How is the Apparel Industry Avoiding Slave-Harvested Cotton?

Responsible Sourcing Network’s Cotton Sourcing Snapshot surveys company practices to end forced labor in their supply chains.

Responsible Sourcing Network’s Cotton Sourcing Snapshot surveys company practices to end forced labor in their supply chains.

Cotton Sourcing Snapshot, a new report from As You Sow’s Responsible Sourcing Network (RSN), rates 49 apparel and home goods companies on their efforts to prevent cotton from Uzbekistan picked with forced adult and child labor from entering their supply chains.

The Government of Uzbekistan is notorious for forcing up to a million of its citizens to work in the cotton harvest each year.
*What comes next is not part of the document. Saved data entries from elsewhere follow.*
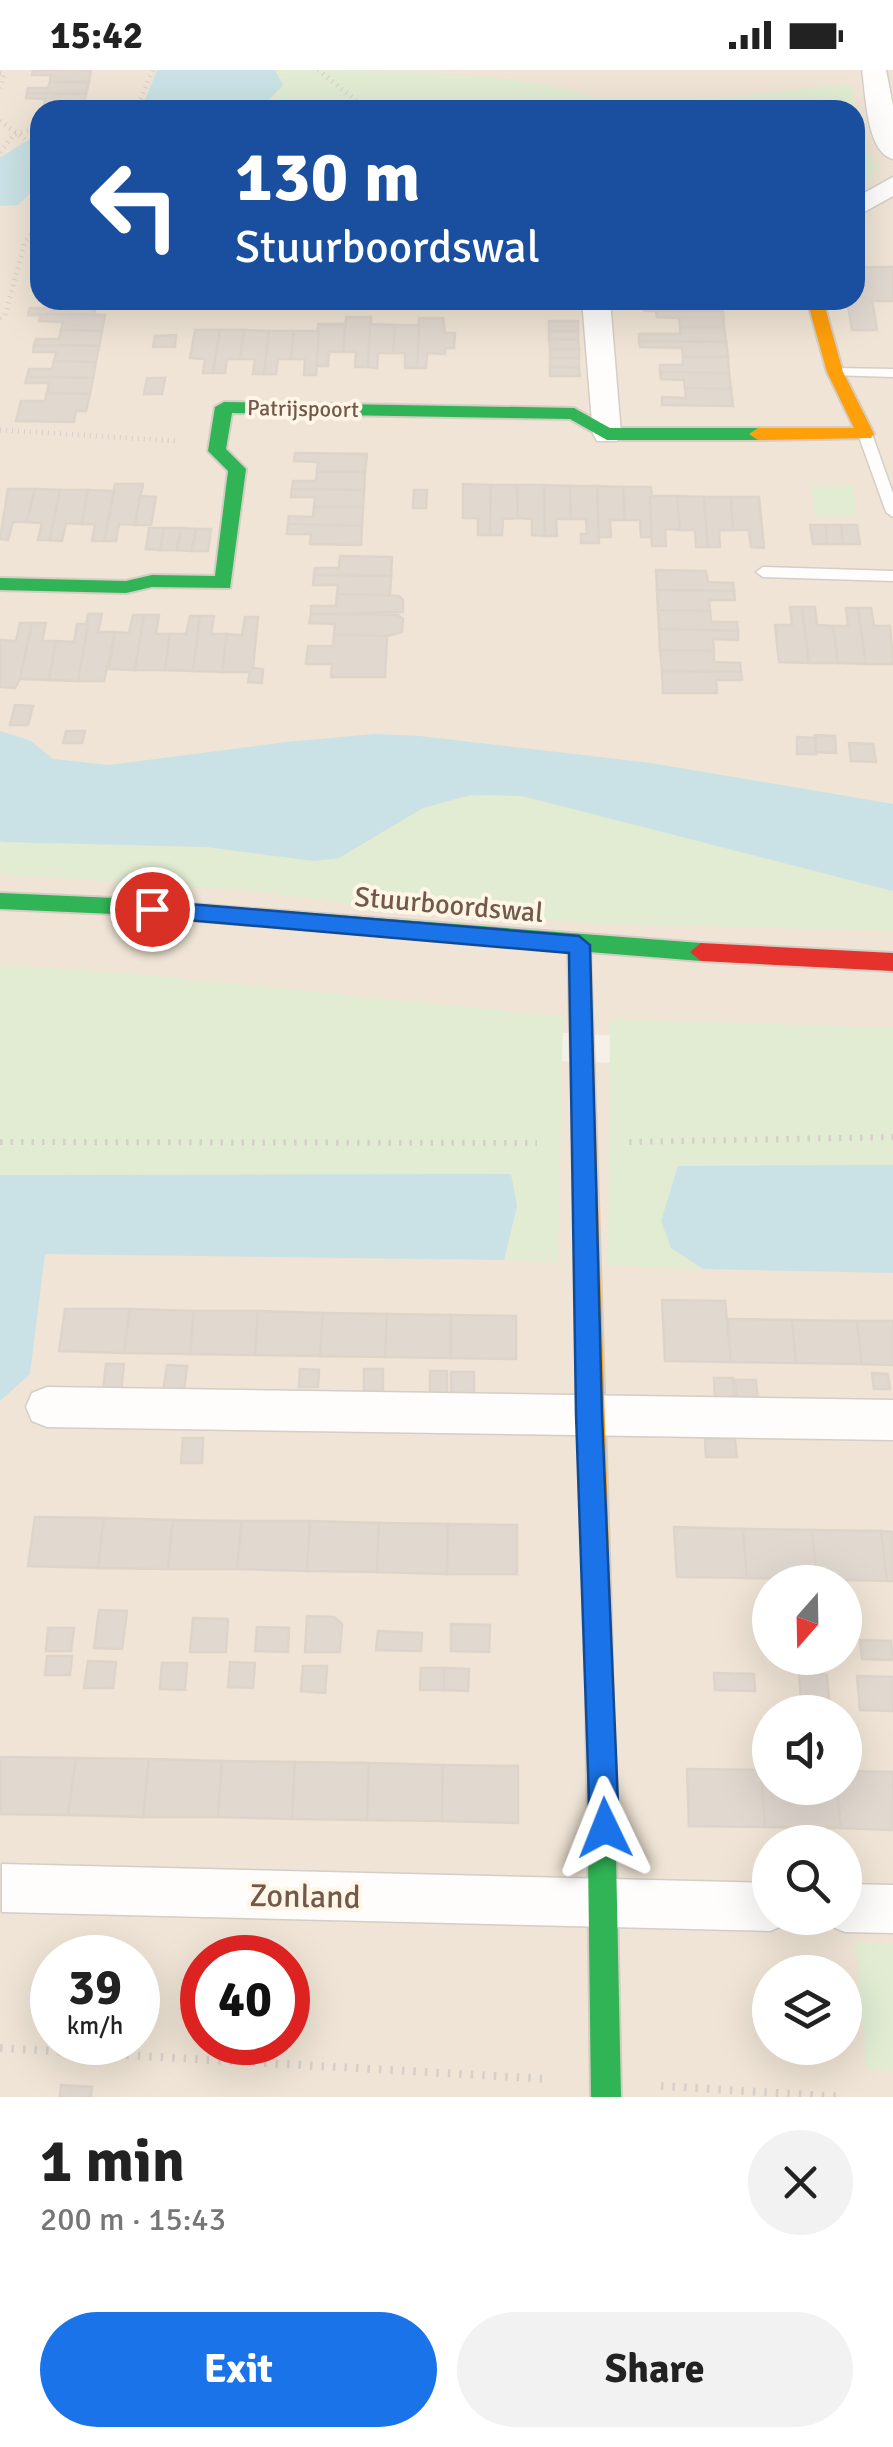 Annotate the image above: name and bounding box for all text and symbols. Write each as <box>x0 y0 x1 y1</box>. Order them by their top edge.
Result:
text: 15:42 <box>50 12 143 59</box>
text: 130 m <box>235 134 420 220</box>
icon: left <box>70 140 200 270</box>
text: Stuurboordswal <box>235 220 540 275</box>
street label: Patrijspoort <box>247 394 359 423</box>
pin <box>110 867 195 952</box>
street label: Stuurboordswal <box>353 880 545 930</box>
icon: arrive <box>125 882 180 937</box>
north arrow <box>752 1565 862 1675</box>
map controls <box>752 1565 862 2065</box>
button: sound <box>752 1695 862 1805</box>
position arrow <box>553 1776 657 1880</box>
button: search <box>752 1825 862 1935</box>
street label: Zonland <box>249 1876 361 1917</box>
speed limit sign: 40 <box>180 1935 310 2065</box>
button: layers <box>752 1955 862 2065</box>
text: 39 <box>68 1957 122 2019</box>
text: km/h <box>67 2010 123 2041</box>
text: 1 min <box>40 2125 185 2199</box>
button: close <box>748 2130 853 2235</box>
text: 200 m · 15:43 <box>40 2200 226 2239</box>
button: Exit <box>40 2312 437 2427</box>
button: Share <box>457 2312 853 2427</box>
Due to mounting international pressure, the last two harvests have largely excluded children ages 6-15. However, the Uzbek government is now mobilizing even greater numbers of teens and adults.
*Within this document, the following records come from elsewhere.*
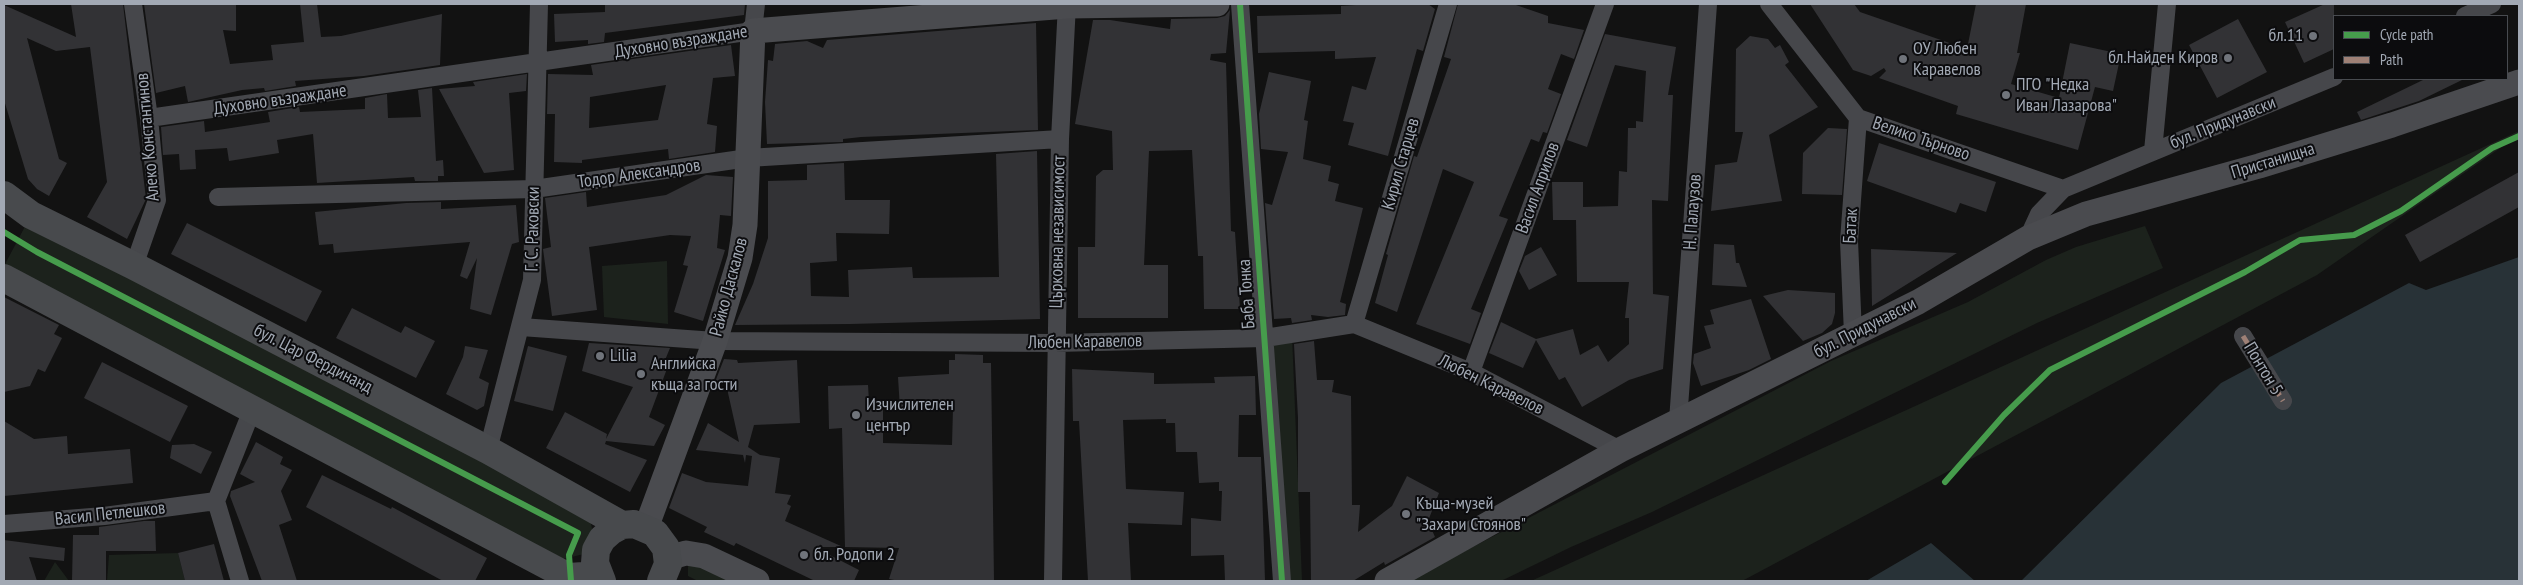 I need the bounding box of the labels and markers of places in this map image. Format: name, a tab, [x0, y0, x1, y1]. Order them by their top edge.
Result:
place label: бл.11	[2268, 25, 2303, 47]
marker: бл.11	[2307, 30, 2319, 42]
place label: ОУ Любен Каравелов	[1913, 38, 1981, 80]
place label: бл.Найден Киров	[2108, 47, 2218, 69]
marker: бл.Найден Киров	[2222, 52, 2234, 64]
marker: ОУ Любен Каравелов	[1897, 53, 1909, 65]
place label: ПГО "Недка Иван Лазарова"	[2016, 74, 2117, 116]
marker: ПГО "Недка Иван Лазарова"	[2000, 89, 2012, 101]
place label: Lilia	[610, 345, 637, 367]
marker: Lilia	[594, 350, 606, 362]
place label: Aнглийска къща за гости	[651, 353, 737, 396]
marker: Aнглийска къща за гости	[635, 368, 647, 380]
place label: Изчислителен център	[866, 394, 954, 436]
marker: Изчислителен център	[850, 409, 862, 421]
place label: Къща-музей "Захари Стоянов"	[1416, 493, 1526, 536]
marker: Къща-музей "Захари Стоянов"	[1400, 508, 1412, 520]
place label: бл. Родопи 2	[814, 544, 895, 566]
marker: бл. Родопи 2	[798, 549, 810, 561] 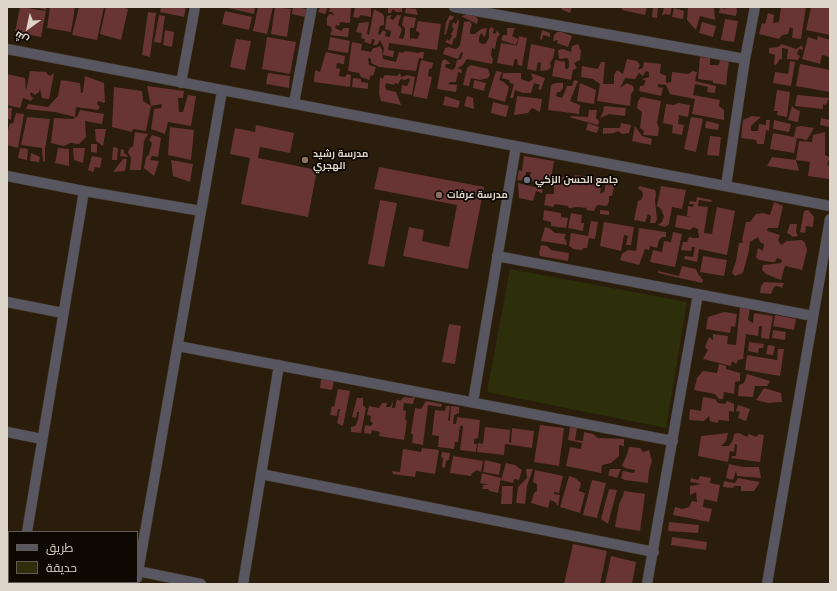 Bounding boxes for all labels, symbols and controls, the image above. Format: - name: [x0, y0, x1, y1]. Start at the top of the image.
- north arrow: [8, 8, 48, 48]
- text: ش: [12, 28, 31, 48]
- place label: مدرسة رشيد الهجري: [313, 148, 368, 172]
- marker: مدرسة رشيد الهجري: [300, 155, 310, 165]
- place label: جامع الحسن الزكي: [535, 174, 618, 186]
- marker: جامع الحسن الزكي: [522, 175, 532, 185]
- place label: مدرسة عرفات: [447, 189, 508, 201]
- marker: مدرسة عرفات: [434, 190, 444, 200]
- legend: [8, 531, 138, 583]
- text: طريق: [46, 540, 73, 555]
- text: حديقة: [46, 560, 77, 575]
Companies were assessed by answering a survey, which offered a maximum of 100 points across four categories. Only five companies scored over 50 points, including adidas, IKEA, and Patagonia. Nineteen scored under 25 points, and two companies, Urban Outfitters and All Saints, scored none at all.
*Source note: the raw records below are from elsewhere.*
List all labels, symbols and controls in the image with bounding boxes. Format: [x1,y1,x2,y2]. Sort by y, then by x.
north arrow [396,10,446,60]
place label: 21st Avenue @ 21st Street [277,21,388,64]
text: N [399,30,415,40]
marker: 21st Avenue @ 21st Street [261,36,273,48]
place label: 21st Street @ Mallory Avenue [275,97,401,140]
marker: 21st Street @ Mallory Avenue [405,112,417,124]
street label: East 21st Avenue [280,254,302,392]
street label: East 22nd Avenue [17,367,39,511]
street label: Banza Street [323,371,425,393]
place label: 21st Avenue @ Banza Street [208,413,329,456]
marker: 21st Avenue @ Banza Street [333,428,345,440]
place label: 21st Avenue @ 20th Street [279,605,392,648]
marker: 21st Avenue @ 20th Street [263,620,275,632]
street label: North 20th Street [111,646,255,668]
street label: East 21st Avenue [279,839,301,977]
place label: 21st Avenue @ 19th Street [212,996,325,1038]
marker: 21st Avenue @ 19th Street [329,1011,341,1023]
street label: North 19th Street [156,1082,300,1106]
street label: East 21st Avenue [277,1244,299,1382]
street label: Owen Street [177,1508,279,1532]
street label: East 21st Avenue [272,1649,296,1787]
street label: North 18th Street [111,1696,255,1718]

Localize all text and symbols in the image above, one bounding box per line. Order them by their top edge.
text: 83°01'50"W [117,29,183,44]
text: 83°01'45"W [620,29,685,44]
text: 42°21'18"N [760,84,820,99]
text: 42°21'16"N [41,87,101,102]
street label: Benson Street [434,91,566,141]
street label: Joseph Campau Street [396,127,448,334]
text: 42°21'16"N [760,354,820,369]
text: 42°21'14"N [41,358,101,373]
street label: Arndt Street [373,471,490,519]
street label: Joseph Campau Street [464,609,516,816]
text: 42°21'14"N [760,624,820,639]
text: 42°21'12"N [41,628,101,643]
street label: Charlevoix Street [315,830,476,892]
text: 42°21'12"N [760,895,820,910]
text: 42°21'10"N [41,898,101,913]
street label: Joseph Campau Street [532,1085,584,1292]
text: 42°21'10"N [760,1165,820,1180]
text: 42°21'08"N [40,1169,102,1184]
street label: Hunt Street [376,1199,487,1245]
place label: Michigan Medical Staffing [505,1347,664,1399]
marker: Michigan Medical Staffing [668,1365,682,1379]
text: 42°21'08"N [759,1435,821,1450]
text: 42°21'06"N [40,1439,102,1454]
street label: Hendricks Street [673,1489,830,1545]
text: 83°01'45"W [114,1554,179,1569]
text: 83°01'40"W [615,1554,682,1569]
While nearly 80% of companies have some sort of policy against Uzbek cotton, about the same amount do not audit their yarn spinners or textile mills, which can expose brands to risk. RSN is planning to address this risk in the coming year by launching the Spinner Verification Initiative.

The report offers several recommendations to help move companies toward greater certainty of cotton sourcing. These include participating in an industry-wide spinner verification program, integrating supplier compliance into IT systems, and increasing disclosure of internal practices.